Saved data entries
= = = = = = =
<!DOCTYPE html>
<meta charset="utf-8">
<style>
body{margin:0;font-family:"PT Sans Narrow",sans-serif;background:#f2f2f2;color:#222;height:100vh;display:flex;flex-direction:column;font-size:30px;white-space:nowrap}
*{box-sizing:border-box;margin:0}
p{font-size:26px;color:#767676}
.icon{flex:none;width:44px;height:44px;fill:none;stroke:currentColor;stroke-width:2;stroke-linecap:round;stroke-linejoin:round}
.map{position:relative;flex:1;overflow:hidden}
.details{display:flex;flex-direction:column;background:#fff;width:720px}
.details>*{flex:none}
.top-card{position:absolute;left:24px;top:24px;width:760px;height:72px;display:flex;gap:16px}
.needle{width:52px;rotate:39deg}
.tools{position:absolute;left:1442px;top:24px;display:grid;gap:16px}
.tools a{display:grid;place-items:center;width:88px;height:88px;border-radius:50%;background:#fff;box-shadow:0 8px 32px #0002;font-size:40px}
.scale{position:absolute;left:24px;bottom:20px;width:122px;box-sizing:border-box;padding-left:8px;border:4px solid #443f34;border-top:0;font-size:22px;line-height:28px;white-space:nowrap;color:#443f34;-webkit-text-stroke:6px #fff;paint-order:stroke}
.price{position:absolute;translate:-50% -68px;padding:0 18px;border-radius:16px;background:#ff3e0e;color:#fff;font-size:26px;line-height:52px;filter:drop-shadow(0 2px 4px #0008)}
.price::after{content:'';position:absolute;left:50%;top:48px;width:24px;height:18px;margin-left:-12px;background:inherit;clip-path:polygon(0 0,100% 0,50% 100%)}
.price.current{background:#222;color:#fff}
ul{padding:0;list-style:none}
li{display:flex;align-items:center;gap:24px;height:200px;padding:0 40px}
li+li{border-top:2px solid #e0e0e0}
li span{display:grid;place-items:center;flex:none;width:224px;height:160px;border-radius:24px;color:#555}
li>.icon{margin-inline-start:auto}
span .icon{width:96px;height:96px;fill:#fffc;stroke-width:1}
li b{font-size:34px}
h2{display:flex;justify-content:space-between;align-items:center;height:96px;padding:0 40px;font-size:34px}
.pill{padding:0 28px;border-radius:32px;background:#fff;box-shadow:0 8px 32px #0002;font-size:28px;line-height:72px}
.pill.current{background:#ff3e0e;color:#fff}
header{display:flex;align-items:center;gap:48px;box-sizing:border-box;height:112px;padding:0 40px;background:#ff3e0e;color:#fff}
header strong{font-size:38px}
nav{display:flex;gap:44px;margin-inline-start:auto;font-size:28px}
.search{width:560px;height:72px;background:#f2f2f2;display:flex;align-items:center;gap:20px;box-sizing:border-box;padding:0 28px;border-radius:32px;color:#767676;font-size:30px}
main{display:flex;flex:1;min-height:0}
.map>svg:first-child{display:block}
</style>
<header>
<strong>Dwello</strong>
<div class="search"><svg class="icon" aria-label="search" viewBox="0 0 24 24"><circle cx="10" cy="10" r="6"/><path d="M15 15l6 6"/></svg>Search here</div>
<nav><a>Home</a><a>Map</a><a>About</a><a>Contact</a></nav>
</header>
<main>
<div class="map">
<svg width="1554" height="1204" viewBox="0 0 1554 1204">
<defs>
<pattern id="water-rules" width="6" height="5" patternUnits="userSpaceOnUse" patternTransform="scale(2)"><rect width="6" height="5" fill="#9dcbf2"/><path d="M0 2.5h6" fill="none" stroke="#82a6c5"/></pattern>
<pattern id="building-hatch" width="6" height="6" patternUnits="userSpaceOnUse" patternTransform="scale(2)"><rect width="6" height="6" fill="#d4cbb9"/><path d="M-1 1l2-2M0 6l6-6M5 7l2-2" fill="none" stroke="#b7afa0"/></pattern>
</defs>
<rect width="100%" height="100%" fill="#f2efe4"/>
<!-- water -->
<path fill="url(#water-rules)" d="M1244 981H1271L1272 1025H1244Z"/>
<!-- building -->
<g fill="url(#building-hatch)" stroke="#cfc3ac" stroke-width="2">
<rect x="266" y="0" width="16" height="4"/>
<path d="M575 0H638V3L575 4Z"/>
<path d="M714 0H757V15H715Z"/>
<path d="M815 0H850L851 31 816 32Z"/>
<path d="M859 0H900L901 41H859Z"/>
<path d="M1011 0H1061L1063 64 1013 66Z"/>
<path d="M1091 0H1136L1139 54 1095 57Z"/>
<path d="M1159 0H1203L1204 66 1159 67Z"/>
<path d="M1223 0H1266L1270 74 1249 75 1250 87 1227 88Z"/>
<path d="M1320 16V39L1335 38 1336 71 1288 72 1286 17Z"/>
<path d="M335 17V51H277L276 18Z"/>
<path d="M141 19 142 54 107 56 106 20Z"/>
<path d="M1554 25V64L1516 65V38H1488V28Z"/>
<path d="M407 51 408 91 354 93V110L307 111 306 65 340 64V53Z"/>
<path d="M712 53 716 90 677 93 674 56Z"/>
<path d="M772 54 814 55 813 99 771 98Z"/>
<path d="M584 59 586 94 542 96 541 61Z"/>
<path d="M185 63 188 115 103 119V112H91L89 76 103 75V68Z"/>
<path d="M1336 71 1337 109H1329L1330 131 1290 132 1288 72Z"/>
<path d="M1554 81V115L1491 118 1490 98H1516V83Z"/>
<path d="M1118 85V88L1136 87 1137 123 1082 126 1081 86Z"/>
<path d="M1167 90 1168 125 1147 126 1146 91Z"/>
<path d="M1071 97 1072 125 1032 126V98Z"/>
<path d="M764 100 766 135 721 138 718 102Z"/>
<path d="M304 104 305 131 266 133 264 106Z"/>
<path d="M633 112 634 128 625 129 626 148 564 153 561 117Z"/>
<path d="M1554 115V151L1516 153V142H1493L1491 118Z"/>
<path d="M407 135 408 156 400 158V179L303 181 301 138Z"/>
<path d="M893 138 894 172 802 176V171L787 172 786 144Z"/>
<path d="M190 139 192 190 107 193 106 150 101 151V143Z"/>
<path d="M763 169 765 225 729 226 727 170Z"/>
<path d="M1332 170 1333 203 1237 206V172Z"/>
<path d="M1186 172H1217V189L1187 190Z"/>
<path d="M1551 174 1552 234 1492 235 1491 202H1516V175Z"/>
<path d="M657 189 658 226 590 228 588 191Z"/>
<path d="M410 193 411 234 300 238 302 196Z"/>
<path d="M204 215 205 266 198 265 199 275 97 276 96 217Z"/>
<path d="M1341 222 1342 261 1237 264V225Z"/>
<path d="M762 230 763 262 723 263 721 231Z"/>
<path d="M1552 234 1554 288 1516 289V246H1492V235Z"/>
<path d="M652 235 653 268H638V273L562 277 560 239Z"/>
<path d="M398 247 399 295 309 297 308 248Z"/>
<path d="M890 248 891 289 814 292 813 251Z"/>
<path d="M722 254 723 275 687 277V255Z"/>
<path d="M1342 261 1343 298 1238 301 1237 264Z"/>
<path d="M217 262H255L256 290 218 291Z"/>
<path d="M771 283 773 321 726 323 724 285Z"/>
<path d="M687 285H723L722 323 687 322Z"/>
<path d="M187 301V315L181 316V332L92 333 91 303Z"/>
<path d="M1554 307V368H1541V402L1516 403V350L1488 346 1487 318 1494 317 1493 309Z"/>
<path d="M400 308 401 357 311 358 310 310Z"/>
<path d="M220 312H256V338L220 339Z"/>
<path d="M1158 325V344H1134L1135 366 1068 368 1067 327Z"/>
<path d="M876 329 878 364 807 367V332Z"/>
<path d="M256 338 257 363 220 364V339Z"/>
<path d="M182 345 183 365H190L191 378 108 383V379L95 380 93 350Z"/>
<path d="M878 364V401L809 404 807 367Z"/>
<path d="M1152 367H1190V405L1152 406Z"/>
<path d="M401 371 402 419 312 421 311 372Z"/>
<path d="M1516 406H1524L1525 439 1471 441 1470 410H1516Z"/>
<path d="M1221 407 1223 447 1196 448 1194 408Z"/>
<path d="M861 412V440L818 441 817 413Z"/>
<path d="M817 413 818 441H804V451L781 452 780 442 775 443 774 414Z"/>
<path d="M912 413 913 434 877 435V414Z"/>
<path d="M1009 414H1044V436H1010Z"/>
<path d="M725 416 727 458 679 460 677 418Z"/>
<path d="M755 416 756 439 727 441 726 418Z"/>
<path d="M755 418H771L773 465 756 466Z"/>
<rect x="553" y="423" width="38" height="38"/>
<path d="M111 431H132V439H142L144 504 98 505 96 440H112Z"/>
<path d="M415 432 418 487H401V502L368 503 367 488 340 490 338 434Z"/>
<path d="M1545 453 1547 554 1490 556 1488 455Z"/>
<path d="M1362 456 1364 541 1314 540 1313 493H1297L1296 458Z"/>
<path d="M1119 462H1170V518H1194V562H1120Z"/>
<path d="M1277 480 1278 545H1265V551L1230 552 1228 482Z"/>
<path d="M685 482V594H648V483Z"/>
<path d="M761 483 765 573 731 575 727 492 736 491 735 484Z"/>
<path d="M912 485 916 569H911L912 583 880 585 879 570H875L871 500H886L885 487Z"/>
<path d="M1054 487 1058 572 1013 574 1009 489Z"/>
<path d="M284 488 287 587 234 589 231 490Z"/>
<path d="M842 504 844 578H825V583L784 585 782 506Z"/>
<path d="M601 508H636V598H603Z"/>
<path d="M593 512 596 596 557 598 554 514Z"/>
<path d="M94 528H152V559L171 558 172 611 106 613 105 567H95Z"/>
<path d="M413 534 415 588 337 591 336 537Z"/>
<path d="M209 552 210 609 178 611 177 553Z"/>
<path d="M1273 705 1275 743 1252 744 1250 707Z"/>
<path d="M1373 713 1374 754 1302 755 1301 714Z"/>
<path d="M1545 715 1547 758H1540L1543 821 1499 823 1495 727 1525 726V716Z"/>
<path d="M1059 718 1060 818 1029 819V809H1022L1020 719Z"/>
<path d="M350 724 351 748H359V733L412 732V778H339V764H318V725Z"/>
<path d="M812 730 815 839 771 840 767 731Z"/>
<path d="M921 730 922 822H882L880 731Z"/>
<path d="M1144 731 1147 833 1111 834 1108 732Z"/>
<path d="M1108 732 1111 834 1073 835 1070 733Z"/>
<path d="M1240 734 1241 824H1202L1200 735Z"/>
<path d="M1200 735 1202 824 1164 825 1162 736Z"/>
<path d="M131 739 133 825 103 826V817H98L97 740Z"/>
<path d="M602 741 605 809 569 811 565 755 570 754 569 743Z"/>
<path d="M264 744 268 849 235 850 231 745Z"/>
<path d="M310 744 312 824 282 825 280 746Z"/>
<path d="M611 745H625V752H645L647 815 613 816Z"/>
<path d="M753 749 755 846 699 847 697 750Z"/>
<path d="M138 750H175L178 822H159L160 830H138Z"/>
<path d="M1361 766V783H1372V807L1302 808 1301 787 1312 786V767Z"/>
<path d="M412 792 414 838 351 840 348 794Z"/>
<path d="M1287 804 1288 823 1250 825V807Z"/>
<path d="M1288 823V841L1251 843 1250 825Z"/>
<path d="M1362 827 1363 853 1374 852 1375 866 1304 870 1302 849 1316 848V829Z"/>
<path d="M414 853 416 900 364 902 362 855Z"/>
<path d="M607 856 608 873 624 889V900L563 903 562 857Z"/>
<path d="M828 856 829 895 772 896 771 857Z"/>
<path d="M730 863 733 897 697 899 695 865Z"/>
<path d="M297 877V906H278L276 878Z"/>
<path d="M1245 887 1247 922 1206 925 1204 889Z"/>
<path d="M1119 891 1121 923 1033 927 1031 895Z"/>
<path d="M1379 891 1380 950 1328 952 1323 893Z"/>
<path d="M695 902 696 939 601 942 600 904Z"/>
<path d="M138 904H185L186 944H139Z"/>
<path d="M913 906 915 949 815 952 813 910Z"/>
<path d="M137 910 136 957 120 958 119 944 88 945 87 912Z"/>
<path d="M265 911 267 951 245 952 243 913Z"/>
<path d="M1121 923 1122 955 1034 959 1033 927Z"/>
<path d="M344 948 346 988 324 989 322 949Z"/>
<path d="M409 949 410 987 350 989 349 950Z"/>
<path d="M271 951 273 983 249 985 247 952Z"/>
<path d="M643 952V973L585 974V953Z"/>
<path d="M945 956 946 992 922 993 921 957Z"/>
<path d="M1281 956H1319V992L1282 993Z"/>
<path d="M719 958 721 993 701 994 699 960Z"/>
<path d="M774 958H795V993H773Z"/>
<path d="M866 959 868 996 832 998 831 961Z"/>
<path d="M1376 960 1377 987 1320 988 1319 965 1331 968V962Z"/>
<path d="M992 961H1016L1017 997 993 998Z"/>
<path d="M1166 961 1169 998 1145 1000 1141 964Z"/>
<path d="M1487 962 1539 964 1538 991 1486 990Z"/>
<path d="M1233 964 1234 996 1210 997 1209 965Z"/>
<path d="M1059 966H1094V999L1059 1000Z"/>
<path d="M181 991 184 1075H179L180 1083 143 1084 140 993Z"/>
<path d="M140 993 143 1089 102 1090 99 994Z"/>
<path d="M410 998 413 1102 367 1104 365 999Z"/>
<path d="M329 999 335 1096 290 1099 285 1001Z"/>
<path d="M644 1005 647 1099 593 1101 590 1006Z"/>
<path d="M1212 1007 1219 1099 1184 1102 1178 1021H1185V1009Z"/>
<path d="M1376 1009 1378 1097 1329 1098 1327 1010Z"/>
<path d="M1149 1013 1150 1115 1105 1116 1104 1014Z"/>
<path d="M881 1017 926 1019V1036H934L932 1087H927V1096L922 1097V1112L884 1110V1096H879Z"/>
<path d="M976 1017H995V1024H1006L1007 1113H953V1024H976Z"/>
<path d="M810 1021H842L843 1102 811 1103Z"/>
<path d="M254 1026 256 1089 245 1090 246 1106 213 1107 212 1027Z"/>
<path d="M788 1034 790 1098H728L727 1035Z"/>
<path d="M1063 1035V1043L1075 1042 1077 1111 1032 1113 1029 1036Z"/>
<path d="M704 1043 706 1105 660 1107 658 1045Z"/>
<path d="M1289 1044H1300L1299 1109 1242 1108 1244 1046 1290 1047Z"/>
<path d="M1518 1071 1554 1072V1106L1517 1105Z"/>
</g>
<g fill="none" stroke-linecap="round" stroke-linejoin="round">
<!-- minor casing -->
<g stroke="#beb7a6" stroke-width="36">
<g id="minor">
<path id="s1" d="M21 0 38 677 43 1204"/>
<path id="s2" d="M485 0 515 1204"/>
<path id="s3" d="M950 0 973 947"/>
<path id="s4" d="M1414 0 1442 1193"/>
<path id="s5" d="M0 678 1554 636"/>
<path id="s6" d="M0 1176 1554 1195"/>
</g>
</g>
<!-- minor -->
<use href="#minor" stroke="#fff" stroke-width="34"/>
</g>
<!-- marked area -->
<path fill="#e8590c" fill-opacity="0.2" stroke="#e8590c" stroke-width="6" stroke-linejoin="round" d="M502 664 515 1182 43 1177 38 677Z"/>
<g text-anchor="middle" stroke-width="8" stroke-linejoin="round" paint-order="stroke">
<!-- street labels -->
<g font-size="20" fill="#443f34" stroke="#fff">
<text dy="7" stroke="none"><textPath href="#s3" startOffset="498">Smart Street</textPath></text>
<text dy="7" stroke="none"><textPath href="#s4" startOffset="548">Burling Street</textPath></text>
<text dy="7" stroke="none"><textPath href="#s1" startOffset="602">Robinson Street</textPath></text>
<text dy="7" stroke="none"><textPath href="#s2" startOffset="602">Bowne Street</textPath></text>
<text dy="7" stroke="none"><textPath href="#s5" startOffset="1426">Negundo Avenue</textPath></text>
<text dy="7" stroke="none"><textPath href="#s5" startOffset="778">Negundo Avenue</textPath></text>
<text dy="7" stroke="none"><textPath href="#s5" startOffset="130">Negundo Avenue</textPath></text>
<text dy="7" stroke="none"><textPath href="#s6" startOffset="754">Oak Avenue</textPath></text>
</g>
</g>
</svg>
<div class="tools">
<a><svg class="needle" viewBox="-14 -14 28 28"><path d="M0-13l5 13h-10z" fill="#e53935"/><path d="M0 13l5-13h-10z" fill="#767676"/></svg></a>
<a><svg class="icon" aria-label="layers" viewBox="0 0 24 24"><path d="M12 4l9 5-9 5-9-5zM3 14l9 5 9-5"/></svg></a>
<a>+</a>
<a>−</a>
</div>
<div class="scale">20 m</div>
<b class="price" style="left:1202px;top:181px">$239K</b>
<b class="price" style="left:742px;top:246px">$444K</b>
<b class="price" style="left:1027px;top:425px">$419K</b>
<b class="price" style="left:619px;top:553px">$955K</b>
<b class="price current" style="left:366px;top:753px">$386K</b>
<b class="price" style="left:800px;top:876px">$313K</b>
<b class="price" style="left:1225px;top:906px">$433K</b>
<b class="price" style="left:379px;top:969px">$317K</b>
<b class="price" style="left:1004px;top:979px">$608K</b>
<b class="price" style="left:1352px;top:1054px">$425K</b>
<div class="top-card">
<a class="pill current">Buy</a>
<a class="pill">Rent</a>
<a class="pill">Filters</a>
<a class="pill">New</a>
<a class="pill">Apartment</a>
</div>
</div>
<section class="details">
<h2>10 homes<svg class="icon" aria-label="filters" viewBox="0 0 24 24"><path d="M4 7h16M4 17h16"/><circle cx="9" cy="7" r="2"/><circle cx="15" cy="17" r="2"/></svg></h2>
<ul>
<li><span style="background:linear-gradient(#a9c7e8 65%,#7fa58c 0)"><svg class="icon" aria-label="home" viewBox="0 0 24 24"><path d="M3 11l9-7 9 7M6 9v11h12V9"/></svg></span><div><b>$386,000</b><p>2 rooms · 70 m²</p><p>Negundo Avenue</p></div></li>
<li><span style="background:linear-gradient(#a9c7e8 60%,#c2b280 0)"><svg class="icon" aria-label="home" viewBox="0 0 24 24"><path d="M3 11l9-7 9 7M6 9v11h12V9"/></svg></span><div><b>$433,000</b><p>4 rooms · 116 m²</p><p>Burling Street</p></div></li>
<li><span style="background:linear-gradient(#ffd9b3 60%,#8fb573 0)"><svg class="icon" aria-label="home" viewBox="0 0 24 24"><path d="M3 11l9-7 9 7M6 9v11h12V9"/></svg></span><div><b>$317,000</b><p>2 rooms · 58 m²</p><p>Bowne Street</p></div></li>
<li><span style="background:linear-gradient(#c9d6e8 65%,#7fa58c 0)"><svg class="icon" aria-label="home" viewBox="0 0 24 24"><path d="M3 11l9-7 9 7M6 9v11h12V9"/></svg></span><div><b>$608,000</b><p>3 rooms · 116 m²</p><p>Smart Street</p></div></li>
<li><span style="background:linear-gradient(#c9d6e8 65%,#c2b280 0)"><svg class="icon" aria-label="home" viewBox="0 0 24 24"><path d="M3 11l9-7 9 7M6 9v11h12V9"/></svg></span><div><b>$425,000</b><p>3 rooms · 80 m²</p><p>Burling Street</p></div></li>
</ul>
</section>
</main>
= = = = = = =
EXERCISE BRIEF
List all lines above in which the string "tools" appears.

FINISHED EXERCISE
.tools{position:absolute;left:1442px;top:24px;display:grid;gap:16px}
.tools a{display:grid;place-items:center;width:88px;height:88px;border-radius:50%;background:#fff;box-shadow:0 8px 32px #0002;font-size:40px}
<div class="tools">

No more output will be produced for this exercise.